Congress needs ‘private sector buy-in’ to address cyber workforce shortage
Organizations are working to educate and train the next generation of professionals to fill critical cybersecurity vacancies, but observers also note private sector firms need to change their hiring practices to integrate this pool of talent into the workforce.
Private sector companies need to change their hiring and recruitment practices to effectively onboard the next-generation of cyber talent, including reassessing the skills and degrees that they believe are needed to successfully defend against cyber threats, witnesses told members of a House panel on Thursday.
The hearing, held by the House Homeland Security Cybersecurity and Infrastructure Protection Subcommittee, focused on efforts to grow the nation’s cyber talent pipeline — a critical necessity, given that a report released by a federal working group last year found that there were “more than 700,000 cyber jobs to fill nationwide and nearly 40,000 in the public sector as of April 2022.”
Rep. Andrew Garbarino, R-N.Y., who chairs the subcommittee, noted in his opening remarks that the widespread cyber workforce challenges facing the nation “must be addressed through a strategic and cross-cutting approach that avoids duplication.
“It is clear that the shortage of talent and burnout are issues that both the public and private sector face,” he said.
While the panel’s witnesses cited a variety of ongoing courses and educational initiatives across the country that are designed to teach cybersecurity skills and provide certification to students, individuals without college degrees and transitioning service members and veterans, they also stressed that the private sector needs to more readily embrace this pool of promising talent to meet growing digital threats — particularly given the urgent need to expand the cyber workforce.
Tara Wisniewski, executive vice president for advocacy, global markets and member engagement at (ISC)2, said this includes changing mindsets in the private sector to embrace that cyber positions don’t require a four-year degree, as well as pushing hiring managers to think more deliberately about “what actually are the right credentials for the right job.”
“We often see our CISSP [certification] — which is a globally de facto standard, it requires five years experience, endorsements, etc. — we often see that on entry-level job descriptions, and that doesn't match,” she said. “And so we have a lot of work to do. So it's not only about getting more people in, but there's a lot of work to do to bring the private sector to the table as well.”

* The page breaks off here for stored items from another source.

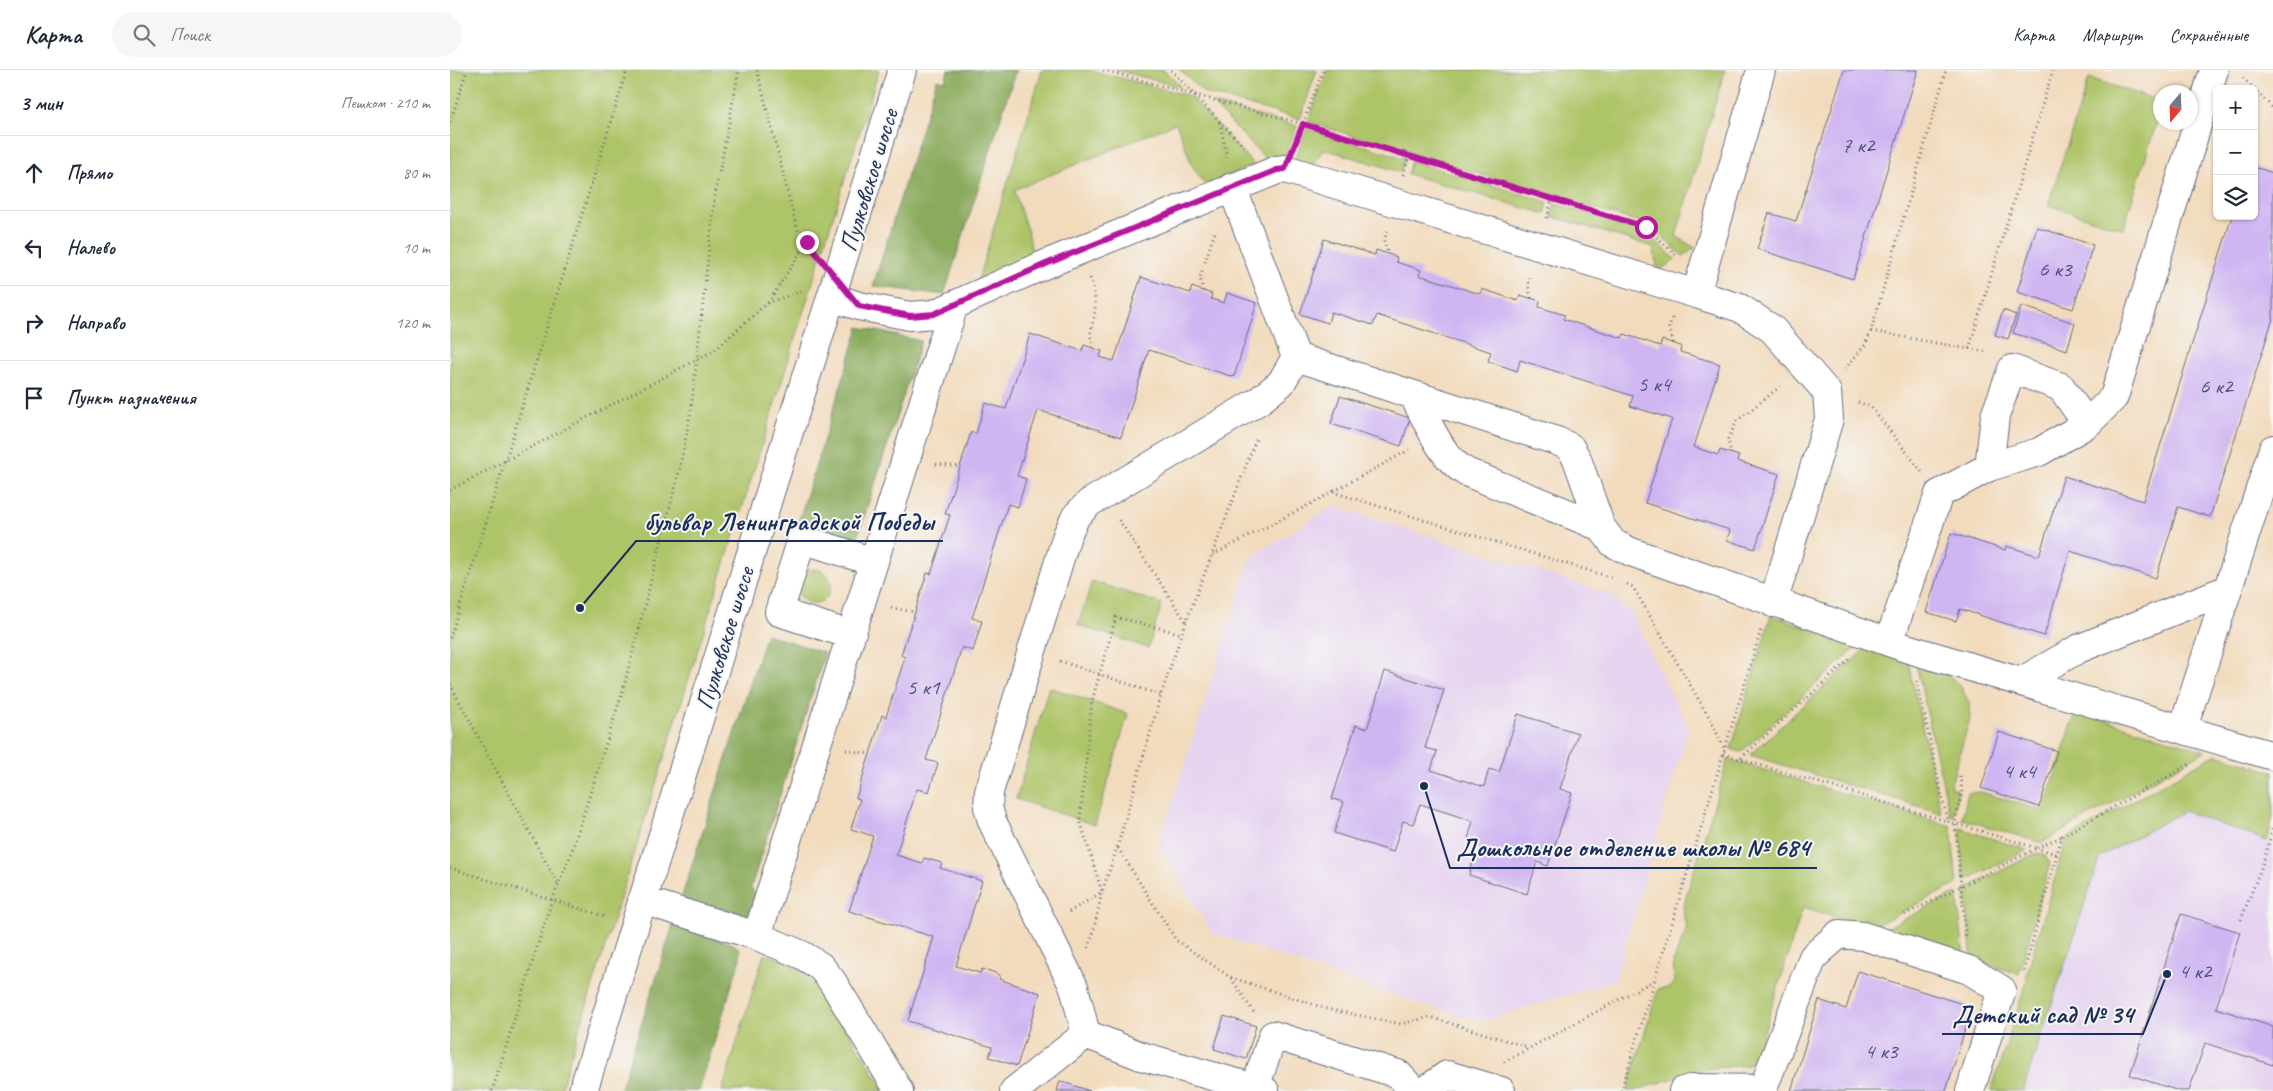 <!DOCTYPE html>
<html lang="ru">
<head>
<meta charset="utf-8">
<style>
  :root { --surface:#fff; --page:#f6f6f7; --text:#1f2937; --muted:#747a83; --line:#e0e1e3 }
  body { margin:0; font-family:Caveat,sans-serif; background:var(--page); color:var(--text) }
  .controls { position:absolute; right:15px; top:15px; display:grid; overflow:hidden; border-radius:8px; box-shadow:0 1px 4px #0004 }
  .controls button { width:45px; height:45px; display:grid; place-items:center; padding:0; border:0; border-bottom:1px solid var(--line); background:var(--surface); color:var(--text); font:25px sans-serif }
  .compass { position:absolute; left:1703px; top:15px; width:45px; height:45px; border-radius:50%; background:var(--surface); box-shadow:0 1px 4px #0004; rotate:199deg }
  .stop { position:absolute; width:15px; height:15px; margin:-11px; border:4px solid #b5179e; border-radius:50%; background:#fff }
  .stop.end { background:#b5179e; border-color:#fff; box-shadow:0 1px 5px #0008 }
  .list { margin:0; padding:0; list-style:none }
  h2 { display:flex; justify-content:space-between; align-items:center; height:65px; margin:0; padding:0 20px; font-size:21px }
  h2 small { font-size:16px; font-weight:400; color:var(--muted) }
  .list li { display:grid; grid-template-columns:32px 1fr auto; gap:15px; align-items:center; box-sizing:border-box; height:75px; padding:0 20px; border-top:1px solid var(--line) }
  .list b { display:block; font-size:19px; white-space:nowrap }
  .list em { font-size:16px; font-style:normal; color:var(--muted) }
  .icon { flex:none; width:28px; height:28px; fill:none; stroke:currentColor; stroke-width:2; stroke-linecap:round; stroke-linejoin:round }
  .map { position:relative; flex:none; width:1823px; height:1021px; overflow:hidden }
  header { display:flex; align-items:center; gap:30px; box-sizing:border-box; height:70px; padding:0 25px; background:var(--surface); border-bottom:1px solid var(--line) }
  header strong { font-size:24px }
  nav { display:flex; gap:28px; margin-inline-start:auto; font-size:18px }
  .search { width:350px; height:45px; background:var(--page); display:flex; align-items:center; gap:12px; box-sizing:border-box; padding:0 18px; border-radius:28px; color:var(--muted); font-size:19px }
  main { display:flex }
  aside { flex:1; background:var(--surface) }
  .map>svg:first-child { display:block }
  .built { fill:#e6d3f0 }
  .green { fill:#aec468; stroke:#647a63 }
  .forest { fill:#8aaa5c; stroke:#526c5d }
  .building { fill:#cfb5f2 }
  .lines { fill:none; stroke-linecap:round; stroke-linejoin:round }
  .minor-casing { stroke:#666b7f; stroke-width:30 }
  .path { stroke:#666b7f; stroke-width:3; stroke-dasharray:1 4; stroke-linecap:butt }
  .minor { stroke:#fff; stroke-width:28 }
  .route { stroke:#b5179e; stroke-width:6 }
  .labels { text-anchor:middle; stroke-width:4; stroke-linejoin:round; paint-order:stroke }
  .number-label { font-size:22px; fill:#485083 }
  .street-label { font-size:25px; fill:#1b2f5e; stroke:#f6f6f2 }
  .leader { fill:none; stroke:#1b2f5e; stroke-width:2 }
  .callout-dot { fill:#1b2f5e; stroke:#f6f6f2; stroke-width:2 }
  .callout-label { font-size:26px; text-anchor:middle; font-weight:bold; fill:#1b2f5e; stroke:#f6f6f2; stroke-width:4; stroke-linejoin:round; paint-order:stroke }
</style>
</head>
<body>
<header>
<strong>Карта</strong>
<div class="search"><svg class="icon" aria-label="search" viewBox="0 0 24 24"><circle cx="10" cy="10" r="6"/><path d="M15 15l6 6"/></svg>Поиск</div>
<nav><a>Карта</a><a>Маршрут</a><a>Сохранённые</a></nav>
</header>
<main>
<aside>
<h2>3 мин<small>Пешком · 210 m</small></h2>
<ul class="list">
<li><svg class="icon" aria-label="ahead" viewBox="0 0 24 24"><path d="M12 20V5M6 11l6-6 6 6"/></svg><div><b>Прямо</b></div><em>80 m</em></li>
<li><svg class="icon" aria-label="left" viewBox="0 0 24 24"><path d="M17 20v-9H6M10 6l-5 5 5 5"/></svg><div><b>Налево</b></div><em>10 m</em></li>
<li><svg class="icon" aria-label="right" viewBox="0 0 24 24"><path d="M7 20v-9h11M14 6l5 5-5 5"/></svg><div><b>Направо</b></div><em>120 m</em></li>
<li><svg class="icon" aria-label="arrive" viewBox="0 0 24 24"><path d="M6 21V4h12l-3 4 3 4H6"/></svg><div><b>Пункт назначения</b></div></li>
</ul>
</aside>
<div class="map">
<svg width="1823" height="1021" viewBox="0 0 1823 1021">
  <rect width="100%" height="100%" fill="#f6f6f2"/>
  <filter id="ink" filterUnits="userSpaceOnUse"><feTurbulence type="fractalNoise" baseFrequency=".02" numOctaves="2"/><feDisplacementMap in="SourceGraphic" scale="10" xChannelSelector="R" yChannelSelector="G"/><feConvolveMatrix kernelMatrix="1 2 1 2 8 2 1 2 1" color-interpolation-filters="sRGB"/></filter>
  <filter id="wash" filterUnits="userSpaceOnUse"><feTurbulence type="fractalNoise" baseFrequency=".0096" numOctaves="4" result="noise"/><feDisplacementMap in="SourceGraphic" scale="20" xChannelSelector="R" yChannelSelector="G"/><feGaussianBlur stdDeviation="1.12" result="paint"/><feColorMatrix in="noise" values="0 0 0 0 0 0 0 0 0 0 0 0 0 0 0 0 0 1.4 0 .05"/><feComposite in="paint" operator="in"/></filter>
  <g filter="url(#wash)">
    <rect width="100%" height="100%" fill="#f2dbbd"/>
    <path class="built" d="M884 436 1161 524 1181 543 1238 658 1165 910 1032 951 970 934 762 863 709 775 801 487Z
      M1734 741 1823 773V1021H1573L1650 787Z"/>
    <path class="green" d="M0 0H429L110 1021H0Z
      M592 0H639L740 26 804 95 755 115 742 95 726 53 564 120 579 166 583 189 527 213Z
      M666 0H714L731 17Z
      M730 0H867L850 49 754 23Z
      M877 0H1275L1226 166 1245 178 1233 186 1199 155 858 52Z
      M1639 8 1710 31V42L1673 159 1598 135Z
      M763 34 847 56 834 91 822 87 816 89Z
      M857 59 955 88 951 102 874 79 861 98 843 93Z
      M961 91 1098 132 1095 144 957 104Z
      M1105 134 1194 160 1226 190 1208 201 1203 177 1101 146Z
      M347 516a17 17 0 1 1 34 0a17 17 0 1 1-34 0Z
      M642 511 712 534 698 578 628 555Z
      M1321 545 1409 575 1291 682 1281 679Z
      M1417 577 1458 591 1491 743 1300 685Z
      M1466 594 1490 602 1504 610 1511 617 1519 633 1520 648 1500 717 1508 720 1503 746 1500 745Z
      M599 617 678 644 645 755 566 729Z
      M1636 644 1755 681 1593 772H1589L1512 749 1518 723 1531 722 1593 741 1624 648 1627 645Z
      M1766 684 1823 702V746L1817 771 1734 741 1650 787 1573 1021H1541L1578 908 1576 907 1616 769Z
      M1278 689 1501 756 1507 814 1420 858 1353 837 1308 981 1298 995 1263 998 1236 1004 1184 1021H1177L1208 919 1220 918 1225 912 1223 892 1237 858 1233 837Z
      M1510 758 1577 780 1514 811Z
      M1586 783 1593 784 1600 793 1569 904 1522 890 1515 819Z
      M1507 823 1514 887 1430 861Z
      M314 884 336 891 366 910 435 1021H272Z"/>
    <path class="forest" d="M498 0H566L494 225 423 216 487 9 495 11Z
      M409 257 471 271 406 472 348 453Z
      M316 564 375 583 301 817 306 826 299 846 290 848 231 829Z
      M223 855 283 874 290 879V889L249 1021H170Z"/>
    <g id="blocks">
      <path class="building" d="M1394 0H1468L1403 209 1307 179 1319 143 1346 151Z
        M1804 97 1823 103V248L1760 447 1728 437 1706 508 1620 481 1594 566 1510 539 1506 551 1476 542 1501 463 1555 480 1556 476 1589 486 1614 406 1693 431 1782 146H1804Z
        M1587 157 1643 175 1623 239 1567 222Z
        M874 169 925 185 926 180 947 187 946 192 971 200 969 205 1030 224 1032 219 1068 231 1070 225 1090 231 1089 237 1115 245 1113 249 1172 268 1174 264 1210 276 1212 270 1231 276 1230 282 1270 294 1244 377 1268 385 1270 380 1289 386 1287 391 1329 404 1305 479 1277 470 1280 460 1195 433 1222 349 1180 336 1183 326 1070 290 1067 301 1038 291 1041 282 927 245 923 255 881 242 878 253 850 244Z
        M691 207 740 223 742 217 753 221 762 224 761 229 774 233 777 223 807 233 784 307 699 280 671 367 588 340 567 406 576 409 568 437 558 434 522 548 532 551 523 581 512 577 476 690 488 693 479 722 467 719 446 785 472 793 474 788 492 793 490 798 532 811 506 896 530 903 532 899 540 901 550 905 549 909 590 923 567 996 539 987 542 977 458 951 484 867 399 841 423 766 401 759 410 729 406 728 420 684 432 645 436 647 455 587 451 585 465 542 477 503 481 504 500 445 495 444 510 397 521 362 526 364 535 333 556 339 580 264 632 281 634 275 652 281 650 287 664 291Z
        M1571 236 1625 253 1617 280 1563 263Z
        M1553 240 1566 245 1558 269 1545 265Z
        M890 326 960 348 951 376 881 354Z
        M935 601 994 620 975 678 987 681 981 700 1034 717 1039 699 1049 702 1068 644 1128 663 1110 719 1122 723 1098 796 1087 792 1077 824 1019 805 1029 772 1018 769 1023 751 970 734 963 754 953 751 943 782 884 763 894 732 882 729 906 655 917 659Z
        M1549 662 1607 681 1589 737 1531 718Z
        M1731 844 1790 862 1766 938 1823 957V995L1755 973 1739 1021H1729L1680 1005Z
        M1408 901 1522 937 1496 1021H1341L1369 930 1396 939Z
        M774 946 806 956 796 989 764 979Z
        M610 1011 640 1021H607Z"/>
    </g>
  </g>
  <g filter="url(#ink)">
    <use href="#blocks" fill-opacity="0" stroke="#666b7f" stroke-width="1"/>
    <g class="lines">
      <g class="minor-casing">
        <path id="minor" d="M782 117 846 287 1107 371 1120 377 1127 389 1151 457 1163 473 1181 482 1459 579 1823 686
          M1246 224 1290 238 1322 259 1377 322 1379 349 1323 533
          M381 227 409 236 460 246 484 244 596 194 827 100 835 99 1246 224 1311 0
          M963 325C978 351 990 387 1016 402L1151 457
          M1539 397 1545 346 1562 299 1611 317 1637 354
          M401 565 329 542 352 469 424 492
          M1439 572 1489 424 1539 397 1589 382 1637 354 1664 327 1764 0
          M1572 611 1628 579 1778 519
          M1733 658 1823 379
          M192 830 307 866 352 885 370 896 382 911 449 1021
          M307 866 504 235
          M636 964 691 986 815 1021
          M805 1018 823 965 948 1004 964 1021
          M1313 1019 1363 887 1389 864 1413 866 1519 900 1552 920 1520 1021
          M133 1021 452 0
          M564 1021 636 964 624 917 542 751 538 737 539 722 617 465 626 446 639 433 810 330 831 313 846 287
          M975 1021 997 1005 1051 1021
          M1233 1021 1243 1018 1313 1019 1312 1021"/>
      </g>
      <path class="path" d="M307 0 347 159 364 181
        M653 0 853 54 1196 157 1226 185
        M721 0 797 80
        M1793 8 1823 38
        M0 52 17 0
        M770 52 777 88
        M846 72 873 0
        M953 105 959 86
        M1097 148 1102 129
        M937 161 934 171 938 184
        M640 208C644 218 646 229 645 239 644 256 637 261 643 278
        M753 221 750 207 766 159
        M1081 228 1078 215 1081 204
        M318 233 357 172
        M1222 248 1219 258 1224 274
        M1421 261 1519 279 1603 0
        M1519 279 1538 282
        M1395 299 1415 275 1421 261 1496 0
        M1408 332 1421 337 1472 402
        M1281 384 1278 369 1287 351 1332 315
        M486 394 510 397
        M0 420 265 280 317 233 353 221
        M884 421 959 380
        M669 450 736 552
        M763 485 883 422 1163 508
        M1177 514 1183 517 1260 649 1275 680
        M441 538 465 542
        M0 568 177 0
        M610 591 711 625
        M1467 611 1497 749
        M0 614 107 813
        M396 680 420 684
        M1273 684 1587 778 1452 846
        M1291 688 1400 589
        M1510 706 1512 722 1505 752 1516 869
        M668 778 726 870 780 907 877 939 951 954 980 947 1078 977
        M1606 784 1587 778 1611 767
        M0 798 157 847
        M619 842 652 822 630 750 642 631 666 547 732 564
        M1791 850 1813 793 1823 758
        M638 878 643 864 652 822 667 778 711 625 736 552 807 367
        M1574 901 1612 766 1742 693
        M781 908 805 944
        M1054 992 1203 911
        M42 1021 102 830 120 787 173 620 229 402 241 340 265 125 289 0
        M1171 1021 1311 560"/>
      <use href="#minor" class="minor"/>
    </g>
  </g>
  <g class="lines" filter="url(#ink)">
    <path class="route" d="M357 172 409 236 460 246 484 244 596 194 827 100 835 99 853 54 1196 157"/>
  </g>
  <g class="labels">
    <g class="number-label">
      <text x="1408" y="82">7 к2</text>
      <text x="1605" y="206">6 к3</text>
      <text x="1204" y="321">5 к4</text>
      <text x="1766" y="323">6 к2</text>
      <text x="473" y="624">5 к1</text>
      <text x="1569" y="708">4 к4</text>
      <text x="1745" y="908">4 к2</text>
      <text x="1431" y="988">4 к3</text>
    </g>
    <g class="street-label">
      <text transform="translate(418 110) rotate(-73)" y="9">Пулковское шоссе</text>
      <text transform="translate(274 568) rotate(-73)" y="9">Пулковское шоссе</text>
    </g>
  </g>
  <path class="leader" d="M130 538L186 471H493M974 716L1000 798H1367M1717 904L1693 964H1492"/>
  <g class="callout-dot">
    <circle cx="130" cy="538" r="5"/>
    <circle cx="974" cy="716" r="5"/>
    <circle cx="1717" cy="904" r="5"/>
  </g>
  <g class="callout-label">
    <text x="339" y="460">бульвар Ленинградской Победы</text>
    <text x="1183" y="786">Дошкольное отделение школы № 684</text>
    <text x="1593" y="953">Детский сад № 34</text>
  </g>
</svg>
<div class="controls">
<button>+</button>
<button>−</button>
<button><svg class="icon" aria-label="layers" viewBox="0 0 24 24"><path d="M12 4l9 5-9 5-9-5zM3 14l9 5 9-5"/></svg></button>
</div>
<svg class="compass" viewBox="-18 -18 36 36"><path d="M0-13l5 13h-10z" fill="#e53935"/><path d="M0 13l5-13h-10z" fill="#747a83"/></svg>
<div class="stop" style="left:1196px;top:157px"></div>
<div class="stop end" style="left:357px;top:172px"></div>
</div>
</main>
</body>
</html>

And the need to immediately fill thousands of cyber vacancies across the public and private sectors with talented professionals — particularly with individuals who have received cyber training and related certifications — is often undermined by a corporate head-hunting mentality that still prioritizes targeting top-tier talent.
Will Markow, vice president of applied research at data firm Lightcast, said private employers often believe “they must hire workers with inflated credentials or many years of work experience.” This mindset, he added, leads to them frequently recruiting from the same small pool of high-skilled cyber talent — a process that he equated with “hiring mercenaries.”
“It just becomes a game of poaching from one employer and poaching from another for a very small pool of workers that have this mythical set of unicorn skills,” he said. “And the companies that we actually see with the best retention rates are the ones that are taking more of a skills-based approach to hiring, as opposed to a credential-based approach to hiring.”
Rep. Eric Swalwell, D-Calif., the subcommittee’s ranking member, said the only way to close the cyber workforce gap is to “do more to bring women, people of color, immigrants and other underrepresented groups into the cyber talent pipeline.”
Swalwell added that comprehensive efforts to grow the nation’s cyber talent pipeline — which, he said, have strong bipartisan support — can only be accomplished “with private sector buy-in and collaboration.”
“There's a lot of good partisan excuses for why we can't take on other intractable issues,” Swalwell said. "On this one, we're aligned.”